CD: Give Up The Postal Service

Combining the melodic pop sensibilities of (Death Cab For Cutie's) Ben Gibbard and the electronic beats and twiddlings of (Dntel's) Jimmy Tamborello, The Postal Service is a side project that is much better than either musician's day job. I normally have an aversion to 'electronic' music, but this is something special - gems of pop songs dipped in shiny beats. Think Technique-era New Order polished up for the noughties and you're partway there. As a taster, you can see Napoleon Dynamite director Jared Hess's excellent video for cheery nuclear holocaust anthem We Will Become Silhouettes here. You can get Give Up here.

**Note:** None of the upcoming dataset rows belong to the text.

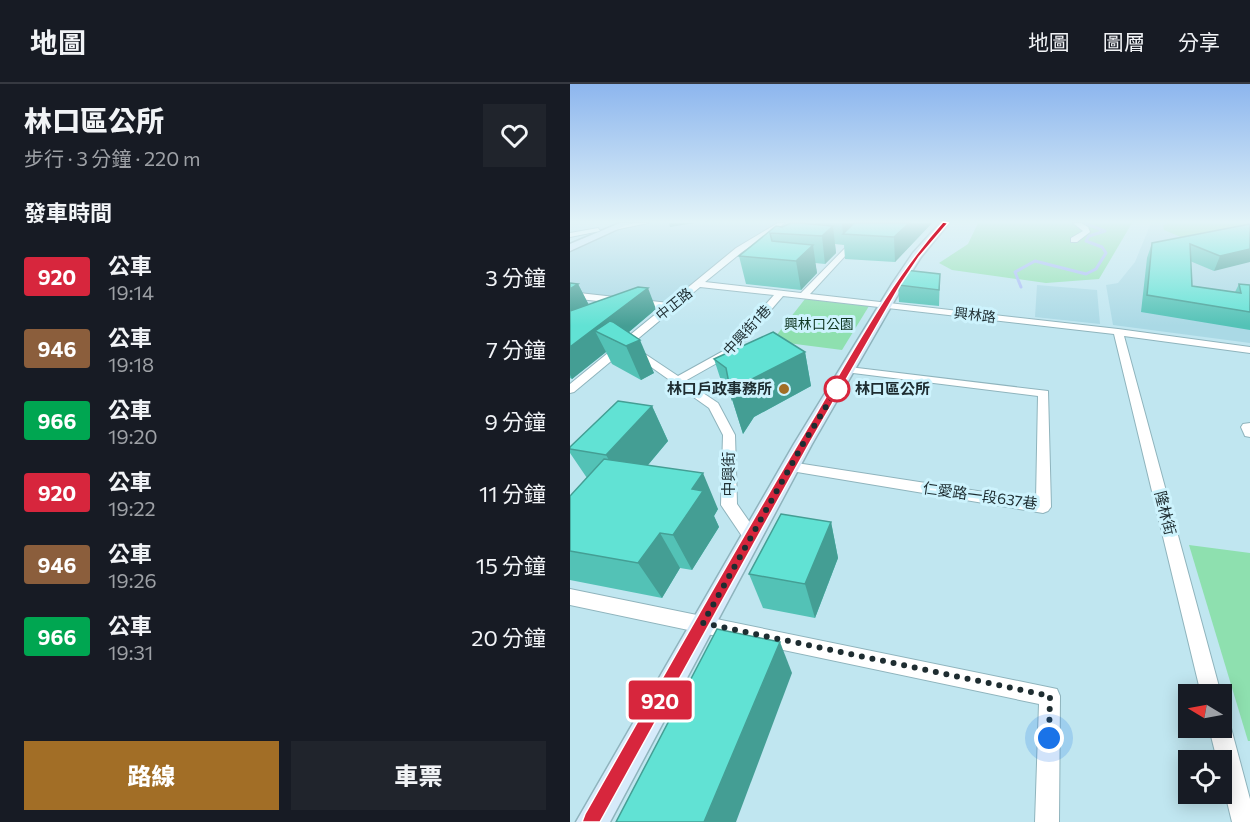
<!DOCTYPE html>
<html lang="zh-TW">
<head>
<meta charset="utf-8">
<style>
  body { margin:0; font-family:Commissioner,"Noto Sans TC",sans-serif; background:#20242c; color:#f1f3f6; height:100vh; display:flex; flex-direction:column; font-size:22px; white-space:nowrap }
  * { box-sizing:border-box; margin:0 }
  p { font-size:20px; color:#9ea1a6 }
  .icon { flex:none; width:33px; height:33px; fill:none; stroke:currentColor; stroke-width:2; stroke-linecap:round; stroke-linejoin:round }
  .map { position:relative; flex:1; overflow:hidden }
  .panel { display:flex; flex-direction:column; background:#171b24; width:570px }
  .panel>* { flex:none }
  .badge { padding:0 12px; border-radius:4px; font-size:21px; line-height:39px }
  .needle { width:39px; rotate:280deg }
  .fabs { position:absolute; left:608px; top:600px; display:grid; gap:12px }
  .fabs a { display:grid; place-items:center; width:54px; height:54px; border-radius:0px; background:#171b24; box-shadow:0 3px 15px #0003; font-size:30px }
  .you { position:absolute; width:30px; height:30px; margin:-15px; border:4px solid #fff; border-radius:50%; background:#1a73e8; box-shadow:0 0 0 9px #1a73e833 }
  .map>.badge { position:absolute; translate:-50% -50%; box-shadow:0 0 0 3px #fff }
  h2 { padding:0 24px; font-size:22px; line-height:54px }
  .round { display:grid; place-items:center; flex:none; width:63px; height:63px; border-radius:0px; background:#20242c }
  .overview { display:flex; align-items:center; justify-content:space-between; height:102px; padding:0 24px }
  h1 { font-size:28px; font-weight:800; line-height:45px }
  .button { display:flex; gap:12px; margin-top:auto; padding:12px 24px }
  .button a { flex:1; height:69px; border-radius:0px; background:#a26e26; color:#fff; font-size:24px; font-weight:800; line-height:69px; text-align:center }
  .button a+a { background:#20242c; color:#f1f3f6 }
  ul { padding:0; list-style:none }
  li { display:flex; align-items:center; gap:18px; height:72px; padding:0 24px }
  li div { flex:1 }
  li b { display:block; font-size:22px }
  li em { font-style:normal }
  li .badge { min-width:66px; font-weight:700; text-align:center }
  header { display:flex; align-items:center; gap:36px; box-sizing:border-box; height:84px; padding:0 30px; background:#171b24; border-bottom:2px solid #363941 }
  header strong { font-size:28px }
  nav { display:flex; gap:33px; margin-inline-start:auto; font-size:21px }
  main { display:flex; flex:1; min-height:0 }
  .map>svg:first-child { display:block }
  .built { fill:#aad9e5 }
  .green { fill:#8ee0af }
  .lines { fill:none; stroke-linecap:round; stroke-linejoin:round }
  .stream { stroke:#a6b8f7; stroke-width:3 }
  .street-casing { stroke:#8fb4bd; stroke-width:2 }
  .secondary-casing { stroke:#8fb4bd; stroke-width:3 }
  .street { fill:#fff; fill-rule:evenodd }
  .secondary { fill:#d6eafa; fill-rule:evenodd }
  .wall { fill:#53c2b6 }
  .shaded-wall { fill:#449e94 }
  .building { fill:#61e2d4; stroke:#449e94; stroke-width:1.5 }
  .line { fill:#d7263d; stroke:#fff; stroke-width:1.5 }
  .walk { stroke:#1e2d31; stroke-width:6; stroke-dasharray:0 10.8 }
  .poi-dot { fill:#a26e26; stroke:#cdf3fd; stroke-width:2 }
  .stop-dot { fill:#fff; stroke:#d7263d; stroke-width:3 }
  .labels { text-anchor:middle; stroke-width:6; stroke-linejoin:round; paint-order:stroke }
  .far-street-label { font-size:14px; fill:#1e2d31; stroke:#cdf3fd }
  .far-park-label { font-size:14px; fill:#103722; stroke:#cdf3fd }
  .poi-label { font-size:15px; font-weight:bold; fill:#1e2d31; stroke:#cdf3fd; text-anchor:end }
  .stop-label { font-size:15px; font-weight:bold; fill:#1e2d31; stroke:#cdf3fd; text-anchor:start }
  .street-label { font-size:15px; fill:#1e2d31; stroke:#cdf3fd }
</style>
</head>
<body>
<header>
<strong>地圖</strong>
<nav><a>地圖</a><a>圖層</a><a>分享</a></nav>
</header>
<main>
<section class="panel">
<div class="overview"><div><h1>林口區公所</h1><p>步行 · 3 分鐘 · 220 m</p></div><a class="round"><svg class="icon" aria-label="heart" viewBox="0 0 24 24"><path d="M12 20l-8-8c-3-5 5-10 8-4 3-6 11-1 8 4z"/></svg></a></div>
<h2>發車時間</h2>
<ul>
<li><span class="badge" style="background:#d7263d;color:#fff">920</span><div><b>公車</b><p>19:14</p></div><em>3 分鐘</em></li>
<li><span class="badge" style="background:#8b5e3c;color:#fff">946</span><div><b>公車</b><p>19:18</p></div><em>7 分鐘</em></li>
<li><span class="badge" style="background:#00a651;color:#fff">966</span><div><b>公車</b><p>19:20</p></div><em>9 分鐘</em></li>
<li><span class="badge" style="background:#d7263d;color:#fff">920</span><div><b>公車</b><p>19:22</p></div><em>11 分鐘</em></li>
<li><span class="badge" style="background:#8b5e3c;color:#fff">946</span><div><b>公車</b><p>19:26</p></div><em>15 分鐘</em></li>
<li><span class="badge" style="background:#00a651;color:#fff">966</span><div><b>公車</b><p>19:31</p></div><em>20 分鐘</em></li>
</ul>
<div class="button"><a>路線</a><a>車票</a></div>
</section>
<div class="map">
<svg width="680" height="738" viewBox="0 0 680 738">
  <rect width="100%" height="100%" fill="#c0e6f0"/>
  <g class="built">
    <path d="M69,139H209L184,154L97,219L0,208V167L49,144Z"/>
    <path d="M581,139H680V259L543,241L536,201L548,199L565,178Z"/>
    <path d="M467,201L527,206L530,240L465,233Z"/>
  </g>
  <g class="green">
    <path d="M408,139H562L529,195L476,199L382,186L369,179L398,160Z"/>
    <path d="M600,139H680V143L602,160L592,157L611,153L594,146L593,141Z"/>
    <path d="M235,215L299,222L272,266L202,257Z"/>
    <path d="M619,461L680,469V657H678Z"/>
  </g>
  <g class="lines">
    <path class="stream" d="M451,203L445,188L465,177L516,190L526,185L536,169L532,163L516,157L519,152L535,147L514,139"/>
    <defs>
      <g id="street">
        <path d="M64,139H78L44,146L41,144Z"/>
        <path d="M208,139H215L172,168L135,198L231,209L285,154H288V158L240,210L548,245L680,263V269L554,252L651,610V611L631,610L544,250L213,212L163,270L115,297L148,319L165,351L167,420L190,453L188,458L182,459L176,458L151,421L153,351L139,324L60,268L61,266H69L108,292L155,266L204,211L130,203L4,308L0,309V300L93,224L0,214V208L99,219L166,164Z"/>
        <path d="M370,139H378L373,141Z"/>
        <path d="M503,139H511L518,143L520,148L507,158H501V154L513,147Z"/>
        <path d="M28,144L30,147L0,153V149Z"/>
        <path d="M279,283L478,307L481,423L478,427L473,429L215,386L213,383L215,380L220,378L466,416L468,312L275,288V284Z"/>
        <path d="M680,339V353L675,352L671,343L673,340Z"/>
        <path d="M0,505L487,605L490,612L489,738H465L469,620L0,521Z"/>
        <path d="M651,634L658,636L661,644L680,715V738H662L651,693V676H647L639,644H651Z"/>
      </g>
      <g id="secondary">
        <path d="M50,139H61L0,167V160Z"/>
        <path d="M370,139H379L351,173L334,200L242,360L40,738H6L224,360L322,200L343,169Z"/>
      </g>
    </defs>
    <use href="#street" class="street-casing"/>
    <use href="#secondary" class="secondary-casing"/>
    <use href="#street" class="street"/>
    <use href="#secondary" class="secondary"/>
  </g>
  <g class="wall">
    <path d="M245,139H362L325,178L275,175L274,161L265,160L266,169L255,180L245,179L247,189L231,206L176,200L169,172L206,142L212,143L245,140Z"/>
    <path d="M680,140L644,187L620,177L622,202L665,208L669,200L680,201V246L571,228L577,174L582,159Z"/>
    <path d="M370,190L369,222L329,218L328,201Z"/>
    <path d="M0,199L8,200L18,220L86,225L59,248L84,289L71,296L42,280L36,268L2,295L0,294Z"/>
    <path d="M235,268L241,302L184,333L173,350L162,315L155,309L144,275Z"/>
    <path d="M82,322L98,357L78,381L148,425L144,432L149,443L122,486L110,484L92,514L0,496V412L17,394L0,369V363Z"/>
    <path d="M261,438L268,474L245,534L193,524L179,490Z"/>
  </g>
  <g class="shaded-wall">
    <path d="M99,139H125L100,143Z"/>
    <path d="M272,139H285L273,150Z"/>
    <path d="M339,139H362L325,178L324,153Z"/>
    <path d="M263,142L266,169L255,180L252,152Z"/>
    <path d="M243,161L247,189L231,206L226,177Z"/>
    <path d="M680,165V178L644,187L650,172Z"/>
    <path d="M8,200L19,221L0,234V205Z"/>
    <path d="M78,204L86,225L47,258L25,247L36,268L2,295L0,291V263Z"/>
    <path d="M70,256L84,289L71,296L56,262Z"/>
    <path d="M235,268L241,302L184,333L173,350L162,315L174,299Z"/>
    <path d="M82,322L98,357L57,406L36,371Z"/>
    <path d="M133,389L148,425L144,432L149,443L122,486L103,451L122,405Z"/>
    <path d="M261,438L268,474L245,534L235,500Z"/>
    <path d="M90,449L110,484L92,514L68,479Z"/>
    <path d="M210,558L222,589L166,738H134Z"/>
  </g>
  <g class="building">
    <path d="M221,139H230L263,142L252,152L200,149L202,157L243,161L226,177L169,172L206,142L212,143Z"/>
    <path d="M284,139H339L324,153L273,150Z"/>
    <path d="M680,140V165L650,172L620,160L622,202L671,209L669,200L680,201V228L577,211L582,159Z"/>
    <path d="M335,186L370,190L369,206L328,201Z"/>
    <path d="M0,199L8,200L0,205Z"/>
    <path d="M68,203L78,204L0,263V227Z"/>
    <path d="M40,237L43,238L70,256L56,262L25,247Z"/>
    <path d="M203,248L235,268L174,299L162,315L156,284L144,275Z"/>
    <path d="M48,317L82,322L36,371L0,365V363Z"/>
    <path d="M34,375L133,389L122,405L133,407L103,451L90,449L68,479L0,467V412Z"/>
    <path d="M211,430L261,438L235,500L179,490Z"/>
    <path d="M147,545L210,558L134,738H46Z"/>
  </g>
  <linearGradient id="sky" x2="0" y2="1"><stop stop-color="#8db6ee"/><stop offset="0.57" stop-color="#e3f4f8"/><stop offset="1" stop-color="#e3f4f8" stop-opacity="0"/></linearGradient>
  <rect width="680" height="242" fill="url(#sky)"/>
  <path class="line" d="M373,138L378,139L349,173L331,200L239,360L30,738H12L15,730C91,597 166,462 246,330C285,264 322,195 373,138Z"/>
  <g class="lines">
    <path class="walk" d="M267,305L233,360L133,539L480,612L479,654"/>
  </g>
  <circle class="poi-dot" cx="214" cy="305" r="6"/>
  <circle class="stop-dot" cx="267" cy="305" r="12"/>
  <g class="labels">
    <g class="far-street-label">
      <text transform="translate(104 220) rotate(-39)" y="5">中正路</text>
      <text transform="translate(405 231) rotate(7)" y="5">興林路</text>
      <text transform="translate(177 246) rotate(-47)" y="5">中興街1巷</text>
    </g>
    <g class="far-park-label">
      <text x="249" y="245">興林口公園</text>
    </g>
    <g class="poi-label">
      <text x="202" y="310">林口戶政事務所</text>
    </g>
    <g class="stop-label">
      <text x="285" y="310">林口區公所</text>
    </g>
    <g class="street-label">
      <text transform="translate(159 390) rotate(-90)" y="5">中興街</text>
      <text transform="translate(410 412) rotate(8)" y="5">仁愛路一段637巷</text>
      <text transform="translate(595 429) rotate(76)" y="5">隆林街</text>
    </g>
  </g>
</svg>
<div class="fabs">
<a><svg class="needle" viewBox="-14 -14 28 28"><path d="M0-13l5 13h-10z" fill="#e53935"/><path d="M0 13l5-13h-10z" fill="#9ea1a6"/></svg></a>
<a><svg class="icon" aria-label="locate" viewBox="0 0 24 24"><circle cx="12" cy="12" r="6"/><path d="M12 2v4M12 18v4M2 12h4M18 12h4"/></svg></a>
</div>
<div class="you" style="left:479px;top:654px"></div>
<b class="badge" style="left:90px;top:616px;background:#d7263d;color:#fff">920</b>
</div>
</main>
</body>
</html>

DVD: A Room For Romeo Brass

This Shane Meadows movie starts off with twelve year-olds Romeo and Gavin befriending grown-up loner Morell (Paddy Considine), and for the first act it could easily be an old Children's Film Foundation picture. But everything changes when Morell, obsessed with Romeo's sister, becomes unpredictable and violent. The film then revolves around a brilliantly edgy and genuinely terrifying performance from Considine - certainly living up to his reputation as a British De Niro. His final confrontation with Gavin's dad is one of the scariest and most intense movie scenes I can remember. Morell is a psychopath, but in Considine's hands you can't help feeling sorry for him. You can get the DVD for just £4.97 here.